TO DO
Reproduce the listing word for word. Skip any image.

GIVEN MATERIAL
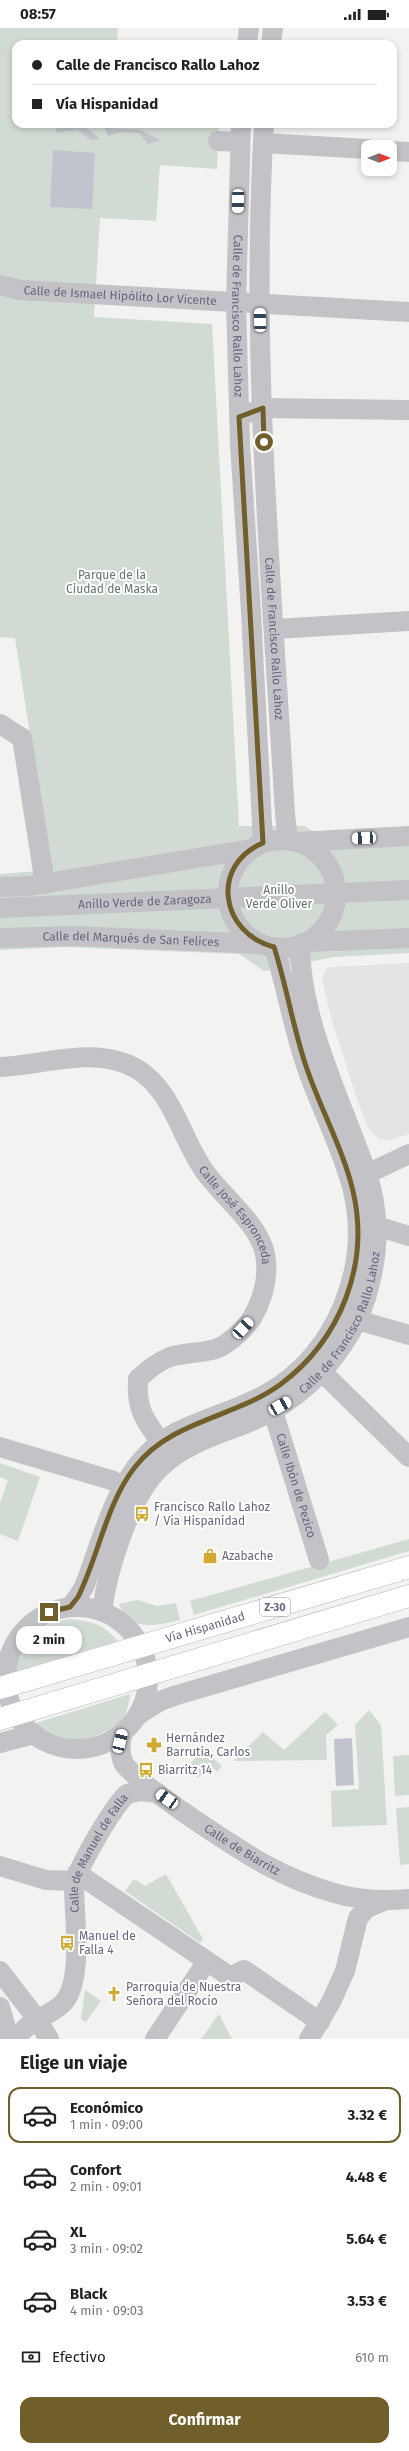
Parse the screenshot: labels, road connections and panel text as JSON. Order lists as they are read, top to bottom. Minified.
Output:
{"streets":{"highway":["Z-30","Vía Hispanidad"],"street":["Calle de Ismael Hipólito Lor Vicente","Calle de Francisco Rallo Lahoz","Anillo Verde de Zaragoza","Calle del Marqués de San Felices","Calle José Espronceda","Calle Ibón de Pezico","Calle de Biarritz","Calle de Manuel de Falla"]},"crossings":[["Calle de Ismael Hipólito Lor Vicente","Calle de Francisco Rallo Lahoz"],["Calle de Francisco Rallo Lahoz","Calle del Marqués de San Felices"],["Calle de Francisco Rallo Lahoz","Calle José Espronceda"],["Calle de Francisco Rallo Lahoz","Calle Ibón de Pezico"],["Calle de Biarritz","Calle de Manuel de Falla"]],"parks":["Parque de la Ciudad de Maska","Anillo Verde Oliver"],"places":{"bus stop":["Francisco Rallo Lahoz / Vía Hispanidad","Biarritz 14","Manuel de Falla 4"],"shop":["Azabache"],"pharmacy":["Hernández Barrutia, Carlos"],"church":["Parroquia de Nuestra Señora del Rocío"]},"north":"right","page":{"status":"08:57","banner":["Calle de Francisco Rallo Lahoz","Vía Hispanidad"],"bubble":"2 min","heading":"Elige un viaje","list":[{"name":"Económico","note":"1 min · 09:00","value":"3.32 €"},{"name":"Confort","note":"2 min · 09:01","value":"4.48 €"},{"name":"XL","note":"3 min · 09:02","value":"5.64 €"},{"name":"Black","note":"4 min · 09:03","value":"3.53 €"}],"pay":["Efectivo","610 m"],"buttons":"Confirmar"}}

FINISHED TASK
Parse the screenshot: labels, road connections and panel text as JSON. Order lists as they are read, top to bottom. Minified.
Output:
{"streets":{"highway":["Z-30","Vía Hispanidad"],"street":["Calle de Ismael Hipólito Lor Vicente","Calle de Francisco Rallo Lahoz","Anillo Verde de Zaragoza","Calle del Marqués de San Felices","Calle José Espronceda","Calle Ibón de Pezico","Calle de Biarritz","Calle de Manuel de Falla"]},"crossings":[["Calle de Ismael Hipólito Lor Vicente","Calle de Francisco Rallo Lahoz"],["Calle de Francisco Rallo Lahoz","Calle del Marqués de San Felices"],["Calle de Francisco Rallo Lahoz","Calle José Espronceda"],["Calle de Francisco Rallo Lahoz","Calle Ibón de Pezico"],["Calle de Biarritz","Calle de Manuel de Falla"]],"parks":["Parque de la Ciudad de Maska","Anillo Verde Oliver"],"places":{"bus stop":["Francisco Rallo Lahoz / Vía Hispanidad","Biarritz 14","Manuel de Falla 4"],"shop":["Azabache"],"pharmacy":["Hernández Barrutia, Carlos"],"church":["Parroquia de Nuestra Señora del Rocío"]},"north":"right","page":{"status":"08:57","banner":["Calle de Francisco Rallo Lahoz","Vía Hispanidad"],"bubble":"2 min","heading":"Elige un viaje","list":[{"name":"Económico","note":"1 min · 09:00","value":"3.32 €"},{"name":"Confort","note":"2 min · 09:01","value":"4.48 €"},{"name":"XL","note":"3 min · 09:02","value":"5.64 €"},{"name":"Black","note":"4 min · 09:03","value":"3.53 €"}],"pay":["Efectivo","610 m"],"buttons":"Confirmar"}}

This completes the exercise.